When I saw the photograph passing through one of my social media feeds, I was immediately fascinated and pulled away from my work. A representation of a pre-conciliar altar boy with thurible is not especially unique; perhaps too often it is the stuff of fusty sentimentalism, with smiling, apple-cheeked boys surrounded by aromatic clouds of white all meant to suggest angels and innocence and heaven.
But this image*, particularly at first glance, seems to hold nothing of heaven; indeed, with its wet streets, its murky, blurred shadows and the ghostly wisps of incense hanging heavily about a cassocked and besashed altar boy of worried brow and solemn countenance, it seems like heaven’s opposite. The smoke takes the eye; it seems like a vapor of steam and the wheel just behind it almost suggests a train, a steam engine. To look quickly is to think of London’s east side, of Jack the Ripper and dangerous, sodden streets, and men in great coats, saying “‘ere, wot’s that, then?”
It takes a moment for the boy to come fully into one’s awareness and then — once you have taken in his wet shoes and hem and the position of his arm in mid-swing, you can see the whole of the composition. No, this is not the ashy steam of Hades arising from below to menace the child or the rain-dimmed city, and no, the wheel does not belong to a train, but rather to a horse-drawn hearse, for we have stumbled into a funeral — a moment of substantial heaviness caught with light and preserved through chemistry.
Now we understand why the men’s heads are uncovered, too. Back then, amid human death and the intoned prayers meant to breach heaven on rising clouds of incense (working against the resistance of rain, and all the gravity), men would remove their hats in respect.
There is death; the hearse carries lighted candles and the gloom suggests either dawn, or dusk, or a sky too heavy for the light to win the day, though there is enough to dispel the darkness. Was there a priest nearby, either greeting the carriage or sending it on its way with a splash of holy water? We cannot know. We know only that there was a boy in a damply transparent surplice, standing by lingering wafts of scent and set to an ancient task.
Incense cleanses and then it carries; it serves all that is visible and invisible. It permeates the veil.
And this, finally, is what is so striking about this image: that once upon a time, it was not an unusual thing for a child to stand in a bustling street and give dutiful, dignified service to human life and human death for the sake of the world and the God who permits all of it. Once upon a time we considered that the thin places were not reserved to the domed churches or temples — rather, they could reach down and touch us in the narrow, grimy corridors of a city street, and it needed only the presence of a solemn sentinel — there to receive, and thurible at the ready — for us to sense the slippy dissolve between heaven and earth.
Behold, something greater than yourself: death, and life, darkness and light; a bending of mist-and-glisten, for the deliverance of consolations barely registered, and never understood.
They open and close, the thin places; they range down and then arise, and their rising is prayer-and-fragrance laden, fit to place before a throne, because of the ones willing to stand in the dark, in the cold, in the wet — or in the deadly cities, or in the stagnating, stultifying suburbs — and dutifully attend them.

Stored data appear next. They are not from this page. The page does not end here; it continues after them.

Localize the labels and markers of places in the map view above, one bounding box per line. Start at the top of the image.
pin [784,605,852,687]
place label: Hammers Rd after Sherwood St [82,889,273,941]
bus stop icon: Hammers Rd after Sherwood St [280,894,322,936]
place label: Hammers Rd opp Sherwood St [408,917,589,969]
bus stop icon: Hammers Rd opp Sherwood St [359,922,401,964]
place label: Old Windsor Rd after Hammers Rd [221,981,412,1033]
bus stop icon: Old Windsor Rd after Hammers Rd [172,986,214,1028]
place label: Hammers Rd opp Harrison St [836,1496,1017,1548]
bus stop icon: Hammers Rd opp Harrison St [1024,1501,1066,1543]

*NOTE: Thanks to Teak Philips, noted photojournalist and editor of the great St. Louis Review, this image has been identified as the work of Henri Cartier-Bresson. Writes Philips on Twitter, “It was taken by Henri Cartier-Bresson in 1953 on the Puerta del Sol in Madrid. Published in “Les Européens” in 1955. The priest had taken the Blessed Sacrament to a sick person. The procession stopped, the boy and band waited outside.” He adds that for Cartier-Bresson fans (and I may now be one) it is an iconic photo. Thanks for the background, Teak. It’s a gem.
Elizabeth Scalia is U.S. editor-in-chief at Aleteia.org.